Psychopathy, which occurs along a spectrum, claims victims ranging from conmen to sexual serial killers like Ted Bundy. Although psychopaths display a wide variety of symptoms, all psychopaths share one common trait: a deficiency in empathy.2 Empathy, as defined by the University of Chicago’s Dr. Jean Decety, is a) the capacity to share and understand emotions, and b) the capacity to care about another.  Dr. Decety further defines the psychopath as “someone who lacks empathy and attachment to others” and someone who does not “feel connected”.   Decety states that psychopaths do not feel the same affective arousal when others are in distress, get hurt or punished, and do not care for their wellbeing.3

Dr. Decety, a neurobiologist and professor at the University of Chicago, has been studying empathy—and the lack thereof—for the past ten years with both children and adults.   Currently, his primary project involves comparing MRIs (Magnetic Resonance Imaging) of prisoners who have committed violent crimes against control subjects, who are not affected by psychopathy.  While performing the MRI, Dr. Decety exposes participants to a series of short, violent video clips.   Dr. Decety believes that the control individuals will find the clips disturbing or upsetting—an empathetic reaction—and experience specific patterns of brain activity in the insula, amygdala, and orbitofrontal cortex while watching these clips.  These brain areas have been linked with experiencing aversion and anxiety.4  The psychopaths will, on the other hand, experience little or no similar negative emotion and very different neural activity in the aforementioned areas in response to the clips.

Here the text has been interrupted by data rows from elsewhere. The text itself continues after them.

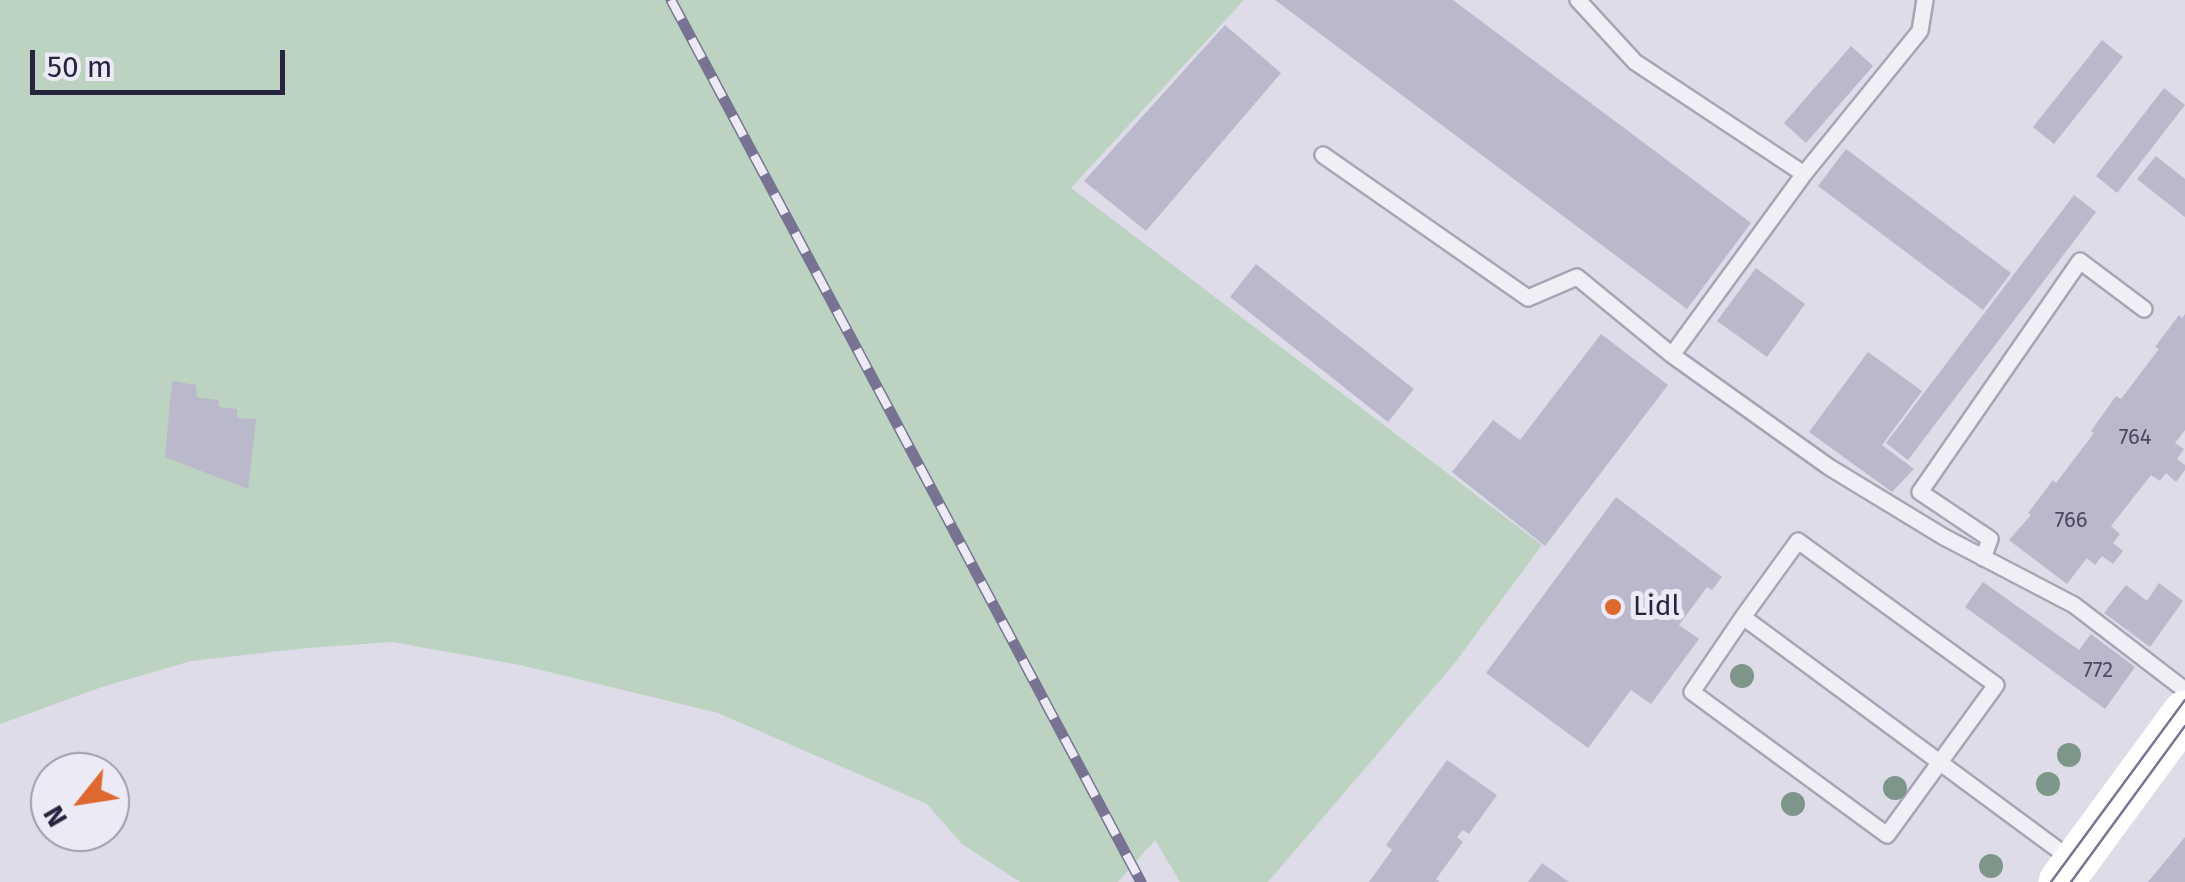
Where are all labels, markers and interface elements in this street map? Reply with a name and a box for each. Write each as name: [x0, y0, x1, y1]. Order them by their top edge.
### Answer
scale bar: [35, 30, 290, 92]
text: 50 m: [47, 49, 112, 85]
house number: 764: [2119, 425, 2151, 451]
house number: 766: [2055, 508, 2087, 534]
place label: Lidl: [1633, 590, 1680, 624]
marker: Lidl: [1602, 596, 1624, 618]
house number: 772: [2083, 658, 2113, 684]
north arrow: [30, 752, 130, 852]
text: N: [36, 800, 74, 833]

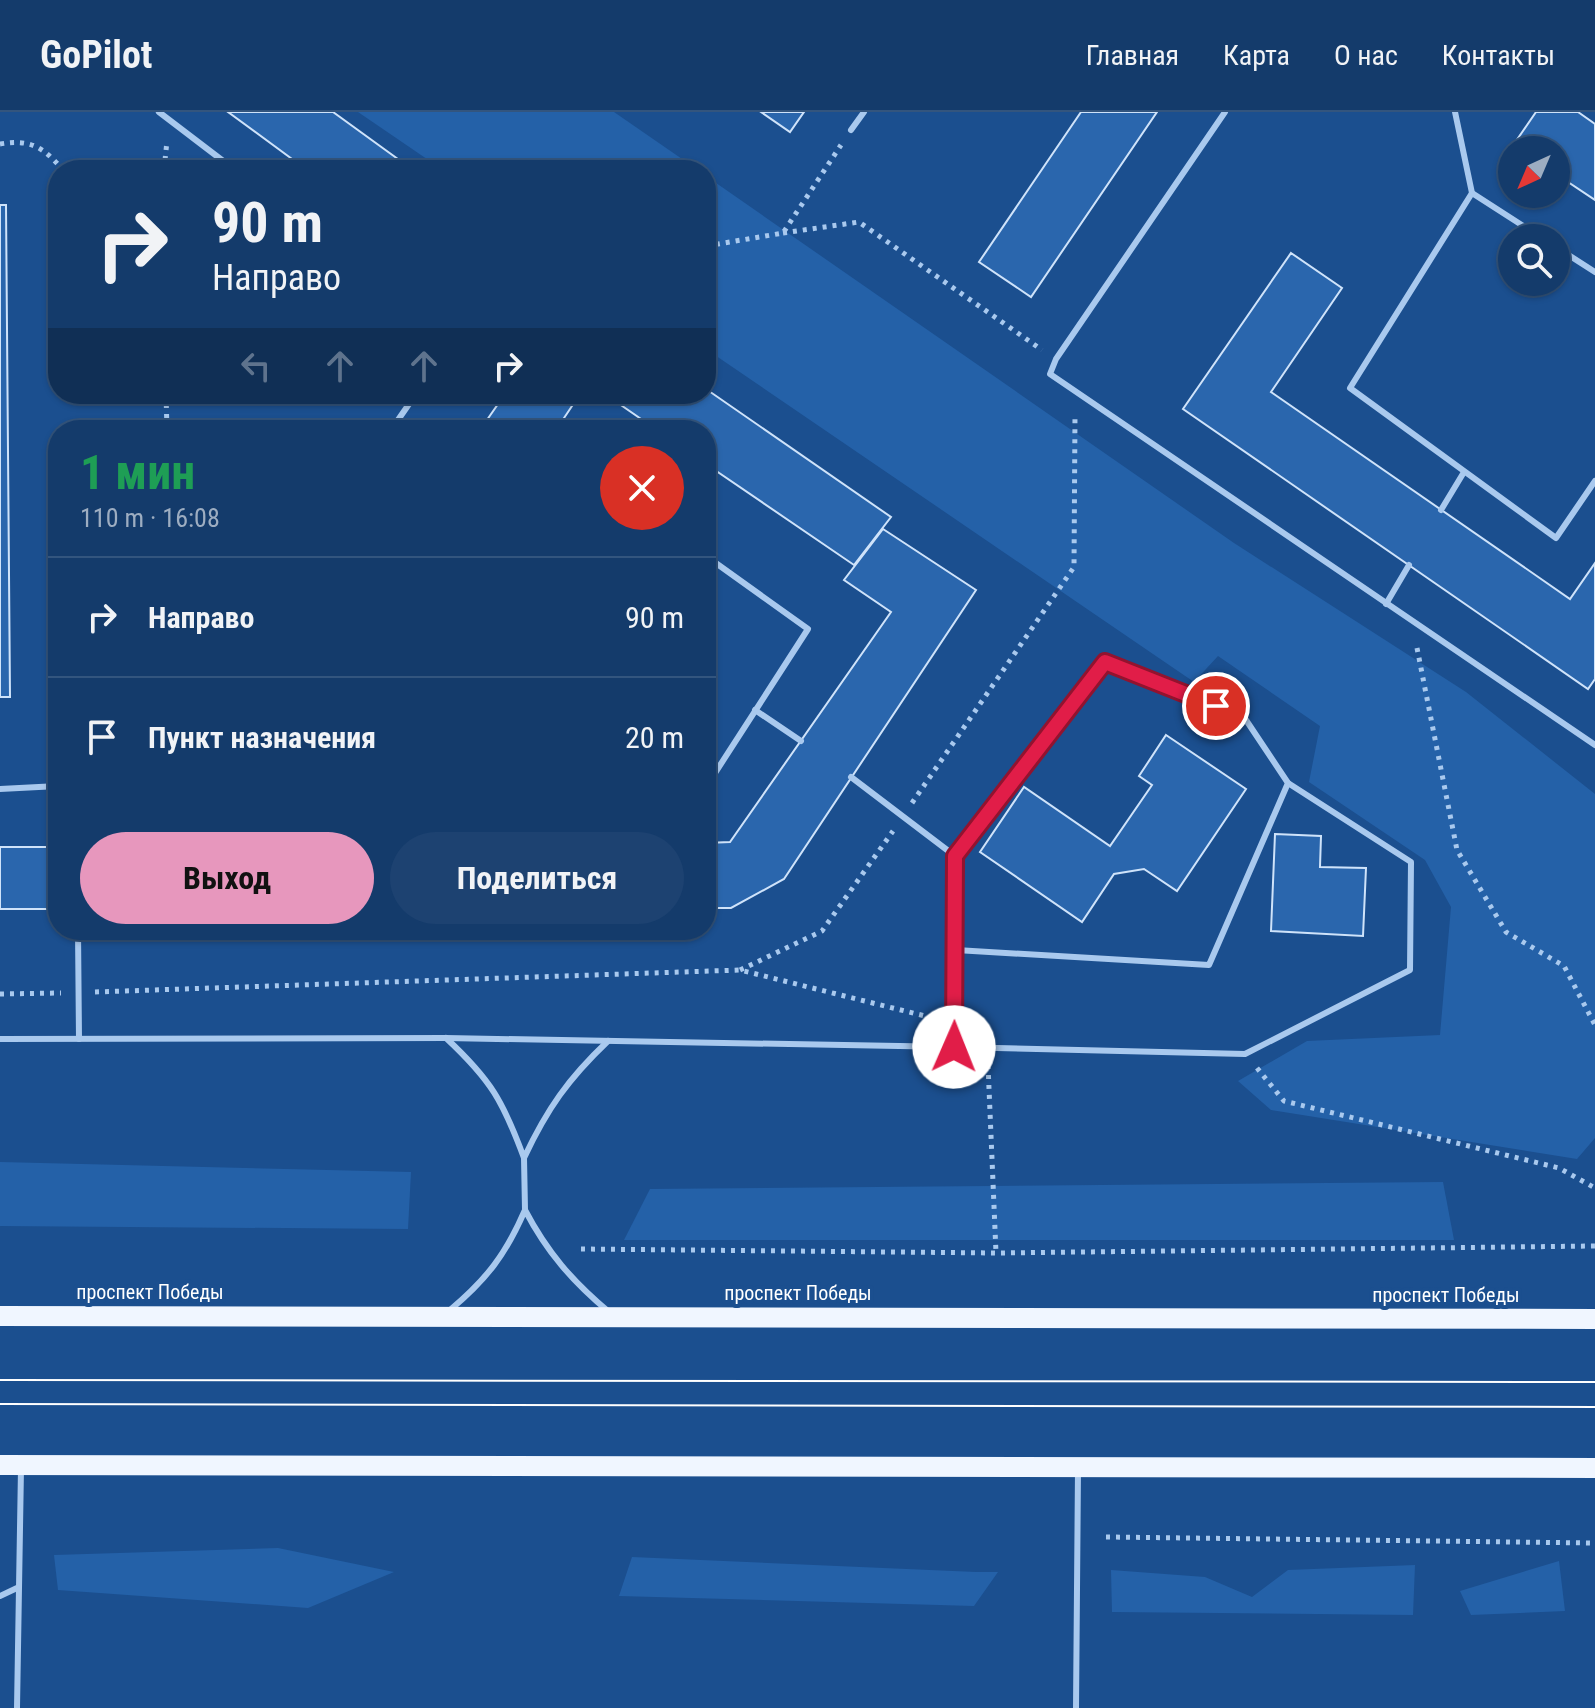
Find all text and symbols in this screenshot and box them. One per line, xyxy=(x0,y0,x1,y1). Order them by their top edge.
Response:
text: GoPilot xyxy=(40,33,152,77)
text: Главная xyxy=(1086,39,1179,72)
text: Карта xyxy=(1223,39,1290,72)
text: О нас xyxy=(1334,39,1398,72)
text: Контакты xyxy=(1442,39,1555,72)
north arrow xyxy=(1498,136,1570,208)
map controls xyxy=(1498,136,1570,296)
text: 90 m xyxy=(212,190,323,256)
icon: right xyxy=(80,192,184,296)
button: search xyxy=(1498,224,1570,296)
text: Направо xyxy=(212,257,341,299)
icon: left xyxy=(234,344,278,388)
icon: ahead xyxy=(318,344,362,388)
icon: ahead xyxy=(402,344,446,388)
icon: right xyxy=(486,344,530,388)
text: 1 мин xyxy=(80,444,195,501)
button: close xyxy=(600,446,684,530)
text: 110 m · 16:08 xyxy=(80,503,220,533)
icon: right xyxy=(80,595,124,639)
text: Направо xyxy=(148,600,254,635)
text: 90 m xyxy=(625,600,684,635)
pin xyxy=(1182,672,1250,740)
icon: arrive xyxy=(1194,684,1238,728)
icon: arrive xyxy=(80,715,124,759)
text: Пункт назначения xyxy=(148,720,376,755)
text: 20 m xyxy=(625,720,684,755)
button: Выход xyxy=(80,832,374,924)
button: Поделиться xyxy=(390,832,684,924)
position arrow xyxy=(912,1005,996,1089)
street label: проспект Победы xyxy=(76,1280,224,1304)
street label: проспект Победы xyxy=(724,1281,872,1305)
street label: проспект Победы xyxy=(1372,1283,1520,1307)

But why examine the abnormal and the psychopathic to learn about empathy? Says Dr. Decety, “To study empathy, as in psychiatry and affective developmental neuroscience, one should also look at when the system is broken: When there is a dysfunction.”3  By studying the brain scans, Dr. Decety hopes to see a change in the brain activity and changes in the connectivity between regions of the brain that are critical to emotion and moral decision-making.  This would render finding the dysfunctional circuitry or region a simpler task, and once the dysfunction is found, it is not a far leap towards beginning to understand the mechanisms that underpin the experience of empathy in normal individuals.

Dr. Decety’s research has multiple purposes: while furthering the understanding of the brain’s mechanisms and functions is and has been a paramount goal, he also hopes to make progress in early-intervention strategies for psychopathy.  Unfortunately, no definitive cure exists for psychopathy, and the efficacy of cognitive therapy and behavioral therapy are controversial.2  Dr. Decety himself admits this, saying, “When you’re a psychopath, you’re a psychopath for life—there’s no way we can ‘cure’ you.” However, Dr. Decety is hopeful that expanding knowledge of the empathy within the brain will provide new therapies and intervention methods. Dr. Decety has begun screening young children with callous traits for psychopathy using MRIs and electroencephalography with the hope that early detection and intervention can increase the success of intervention.

While a cure for psychopathy is not on the immediate horizon, research conducted by Dr. Decety could potentially provide insight necessary to investigate more effective methods of intervention. In extreme cases like psychopath and serial killer Ted Bundy, who killed over thirty women in the short span of four years, psychopathy can have devastating effects on society.  Better understanding of the mechanisms of empathy and the regions involved will provide the world with a chance to intervene before tragedy occurs.

References

  1. Haycock, Dean. “Hare Psychopathy Checklist.” Gale Encyclopedia of Psychology. Kentucky: Cengage Learning, 2003.
  2. Lee, Jessica.  The Treatment of Psychopathic and Antisocial Personality Disorders: A Review.  London: RAMAS: Risk Assessment, Management, and Audit Systems, 1999.
  3. Dr. Jean Decety (professor at the University of Chicago) in discussion with the author, April 2012.
  4. Blair, R. James.  “Neurobiological Basis of Psychopathy.” The British Journal of Psychiatry 182 (2003): 5-7.